**Your assignment**
Keep only the lines of the listing that include the word "body", and copy them.

[[ Data to use open ]]

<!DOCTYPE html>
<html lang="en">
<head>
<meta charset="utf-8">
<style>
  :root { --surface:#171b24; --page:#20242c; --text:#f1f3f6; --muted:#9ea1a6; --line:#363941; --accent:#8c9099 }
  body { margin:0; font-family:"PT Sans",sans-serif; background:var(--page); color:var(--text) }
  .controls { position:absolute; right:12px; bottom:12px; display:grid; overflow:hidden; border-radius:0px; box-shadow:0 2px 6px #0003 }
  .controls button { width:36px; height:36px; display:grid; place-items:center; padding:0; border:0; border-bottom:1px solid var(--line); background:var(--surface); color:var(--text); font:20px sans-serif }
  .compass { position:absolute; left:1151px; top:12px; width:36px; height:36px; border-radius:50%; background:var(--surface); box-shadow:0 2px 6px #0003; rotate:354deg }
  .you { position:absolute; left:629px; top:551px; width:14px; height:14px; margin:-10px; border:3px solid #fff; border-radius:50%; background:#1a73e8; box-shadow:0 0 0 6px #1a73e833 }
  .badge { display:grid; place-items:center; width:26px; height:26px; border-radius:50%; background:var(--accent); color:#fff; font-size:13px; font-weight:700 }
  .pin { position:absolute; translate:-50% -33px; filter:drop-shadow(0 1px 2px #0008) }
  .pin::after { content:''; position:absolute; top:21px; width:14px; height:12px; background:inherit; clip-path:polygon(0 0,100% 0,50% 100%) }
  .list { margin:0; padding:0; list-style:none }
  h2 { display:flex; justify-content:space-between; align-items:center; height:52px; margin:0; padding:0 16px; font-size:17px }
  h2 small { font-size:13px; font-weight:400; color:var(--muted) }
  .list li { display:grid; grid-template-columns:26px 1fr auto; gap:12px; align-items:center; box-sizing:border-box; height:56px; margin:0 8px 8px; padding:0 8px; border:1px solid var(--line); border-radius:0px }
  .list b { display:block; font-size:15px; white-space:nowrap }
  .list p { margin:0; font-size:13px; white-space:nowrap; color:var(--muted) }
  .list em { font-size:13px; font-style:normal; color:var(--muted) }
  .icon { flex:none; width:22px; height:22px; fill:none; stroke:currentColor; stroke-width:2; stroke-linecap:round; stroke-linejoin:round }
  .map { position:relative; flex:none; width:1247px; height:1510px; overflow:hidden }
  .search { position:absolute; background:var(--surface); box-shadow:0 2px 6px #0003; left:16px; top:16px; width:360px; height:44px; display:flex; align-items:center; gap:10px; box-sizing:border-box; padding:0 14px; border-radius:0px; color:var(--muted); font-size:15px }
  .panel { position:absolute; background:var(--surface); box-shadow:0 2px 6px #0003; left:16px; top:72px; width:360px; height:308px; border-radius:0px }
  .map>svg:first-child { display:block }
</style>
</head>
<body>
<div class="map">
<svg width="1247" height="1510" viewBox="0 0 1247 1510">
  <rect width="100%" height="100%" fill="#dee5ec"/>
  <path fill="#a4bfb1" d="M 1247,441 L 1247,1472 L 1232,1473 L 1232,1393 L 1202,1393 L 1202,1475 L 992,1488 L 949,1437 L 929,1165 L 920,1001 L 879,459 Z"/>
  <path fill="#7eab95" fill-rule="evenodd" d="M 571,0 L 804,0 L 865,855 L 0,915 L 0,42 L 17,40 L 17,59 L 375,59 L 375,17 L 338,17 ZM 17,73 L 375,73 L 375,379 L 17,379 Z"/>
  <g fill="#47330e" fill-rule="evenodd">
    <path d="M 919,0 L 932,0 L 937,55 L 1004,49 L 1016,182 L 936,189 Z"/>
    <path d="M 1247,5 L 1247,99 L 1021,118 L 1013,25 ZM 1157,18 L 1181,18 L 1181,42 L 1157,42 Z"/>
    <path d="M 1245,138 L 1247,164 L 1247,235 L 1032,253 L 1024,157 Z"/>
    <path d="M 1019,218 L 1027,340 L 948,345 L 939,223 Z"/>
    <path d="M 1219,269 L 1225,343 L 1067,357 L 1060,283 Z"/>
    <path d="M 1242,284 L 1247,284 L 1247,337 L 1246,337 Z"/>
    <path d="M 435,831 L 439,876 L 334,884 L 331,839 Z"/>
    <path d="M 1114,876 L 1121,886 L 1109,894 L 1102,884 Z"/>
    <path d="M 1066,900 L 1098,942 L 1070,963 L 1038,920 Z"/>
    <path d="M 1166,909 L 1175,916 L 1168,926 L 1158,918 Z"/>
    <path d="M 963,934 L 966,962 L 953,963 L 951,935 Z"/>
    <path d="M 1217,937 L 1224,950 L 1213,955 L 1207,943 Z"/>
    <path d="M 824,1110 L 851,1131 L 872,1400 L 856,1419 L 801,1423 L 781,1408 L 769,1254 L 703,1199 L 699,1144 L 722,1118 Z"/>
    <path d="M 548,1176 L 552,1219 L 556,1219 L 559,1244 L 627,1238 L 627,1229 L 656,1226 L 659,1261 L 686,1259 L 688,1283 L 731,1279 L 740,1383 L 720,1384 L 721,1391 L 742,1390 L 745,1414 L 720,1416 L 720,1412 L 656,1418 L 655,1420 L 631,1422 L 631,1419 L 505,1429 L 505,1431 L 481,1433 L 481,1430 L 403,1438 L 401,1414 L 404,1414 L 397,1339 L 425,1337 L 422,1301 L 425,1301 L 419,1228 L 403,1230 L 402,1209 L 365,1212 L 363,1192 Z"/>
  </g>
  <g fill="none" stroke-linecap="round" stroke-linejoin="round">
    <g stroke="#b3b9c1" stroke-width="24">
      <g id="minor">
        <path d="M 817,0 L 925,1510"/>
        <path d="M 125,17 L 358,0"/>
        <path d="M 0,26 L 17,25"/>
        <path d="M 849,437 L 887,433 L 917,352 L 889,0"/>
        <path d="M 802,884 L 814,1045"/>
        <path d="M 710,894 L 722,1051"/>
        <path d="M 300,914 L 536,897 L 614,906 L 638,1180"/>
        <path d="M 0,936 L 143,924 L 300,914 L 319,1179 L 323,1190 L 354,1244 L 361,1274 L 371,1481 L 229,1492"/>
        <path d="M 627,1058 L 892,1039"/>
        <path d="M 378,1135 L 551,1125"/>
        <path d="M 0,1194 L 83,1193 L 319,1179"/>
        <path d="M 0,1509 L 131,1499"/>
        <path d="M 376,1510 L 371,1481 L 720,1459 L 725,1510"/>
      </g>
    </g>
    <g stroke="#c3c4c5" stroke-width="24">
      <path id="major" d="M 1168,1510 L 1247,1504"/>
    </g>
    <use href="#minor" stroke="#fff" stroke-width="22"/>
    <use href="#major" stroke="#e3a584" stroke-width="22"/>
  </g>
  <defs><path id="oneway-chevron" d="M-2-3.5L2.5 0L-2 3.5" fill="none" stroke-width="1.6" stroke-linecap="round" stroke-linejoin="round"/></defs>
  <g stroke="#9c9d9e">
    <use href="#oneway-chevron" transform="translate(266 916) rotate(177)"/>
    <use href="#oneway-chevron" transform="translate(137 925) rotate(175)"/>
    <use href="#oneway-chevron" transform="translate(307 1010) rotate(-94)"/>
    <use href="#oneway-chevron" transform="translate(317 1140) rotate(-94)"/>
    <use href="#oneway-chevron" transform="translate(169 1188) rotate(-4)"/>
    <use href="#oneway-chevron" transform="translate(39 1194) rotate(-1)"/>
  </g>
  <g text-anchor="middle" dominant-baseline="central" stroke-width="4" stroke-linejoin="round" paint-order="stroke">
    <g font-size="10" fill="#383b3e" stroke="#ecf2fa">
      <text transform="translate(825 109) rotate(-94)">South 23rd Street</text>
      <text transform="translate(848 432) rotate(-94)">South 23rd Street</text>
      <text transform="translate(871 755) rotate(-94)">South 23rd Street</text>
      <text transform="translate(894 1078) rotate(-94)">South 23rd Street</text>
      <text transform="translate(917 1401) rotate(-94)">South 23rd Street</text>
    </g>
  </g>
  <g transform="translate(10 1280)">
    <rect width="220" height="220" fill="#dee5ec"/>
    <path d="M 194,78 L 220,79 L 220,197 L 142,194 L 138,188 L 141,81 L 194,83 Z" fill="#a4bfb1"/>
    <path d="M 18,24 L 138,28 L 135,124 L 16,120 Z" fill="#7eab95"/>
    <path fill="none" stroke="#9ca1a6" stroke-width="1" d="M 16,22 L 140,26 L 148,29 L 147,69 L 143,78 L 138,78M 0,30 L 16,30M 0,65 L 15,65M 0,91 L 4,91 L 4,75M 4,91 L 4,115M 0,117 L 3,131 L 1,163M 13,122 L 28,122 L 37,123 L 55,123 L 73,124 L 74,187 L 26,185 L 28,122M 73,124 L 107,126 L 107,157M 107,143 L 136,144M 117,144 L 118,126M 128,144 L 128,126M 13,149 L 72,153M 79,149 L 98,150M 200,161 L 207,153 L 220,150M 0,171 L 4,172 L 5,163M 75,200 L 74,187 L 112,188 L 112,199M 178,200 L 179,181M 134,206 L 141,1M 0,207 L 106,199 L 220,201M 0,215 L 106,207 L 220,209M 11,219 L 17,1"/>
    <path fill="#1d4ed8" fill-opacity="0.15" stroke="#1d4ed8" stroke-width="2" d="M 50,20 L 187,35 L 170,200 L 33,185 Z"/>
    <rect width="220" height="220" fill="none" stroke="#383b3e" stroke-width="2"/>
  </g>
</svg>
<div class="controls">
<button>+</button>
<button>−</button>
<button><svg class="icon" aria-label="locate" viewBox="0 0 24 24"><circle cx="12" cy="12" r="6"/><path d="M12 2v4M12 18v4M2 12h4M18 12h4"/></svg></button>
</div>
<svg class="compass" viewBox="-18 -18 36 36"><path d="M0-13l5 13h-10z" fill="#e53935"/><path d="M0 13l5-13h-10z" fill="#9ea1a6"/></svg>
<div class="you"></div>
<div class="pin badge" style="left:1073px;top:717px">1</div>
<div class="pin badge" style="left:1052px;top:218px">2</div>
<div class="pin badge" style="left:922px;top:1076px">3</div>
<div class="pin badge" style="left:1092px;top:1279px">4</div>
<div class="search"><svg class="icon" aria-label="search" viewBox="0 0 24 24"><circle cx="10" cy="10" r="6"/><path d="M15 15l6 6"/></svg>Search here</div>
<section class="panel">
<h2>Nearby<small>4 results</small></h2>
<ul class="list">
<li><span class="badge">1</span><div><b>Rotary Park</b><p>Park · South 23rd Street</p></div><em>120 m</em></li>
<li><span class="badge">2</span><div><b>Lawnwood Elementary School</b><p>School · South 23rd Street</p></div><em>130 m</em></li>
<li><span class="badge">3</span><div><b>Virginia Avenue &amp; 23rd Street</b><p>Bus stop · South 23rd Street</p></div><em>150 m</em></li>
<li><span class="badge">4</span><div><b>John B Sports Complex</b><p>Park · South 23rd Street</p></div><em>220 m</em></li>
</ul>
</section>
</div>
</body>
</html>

[[ Data to use closed ]]

**Written answer**
  body { margin:0; font-family:"PT Sans",sans-serif; background:var(--page); color:var(--text) }
<body>
</body>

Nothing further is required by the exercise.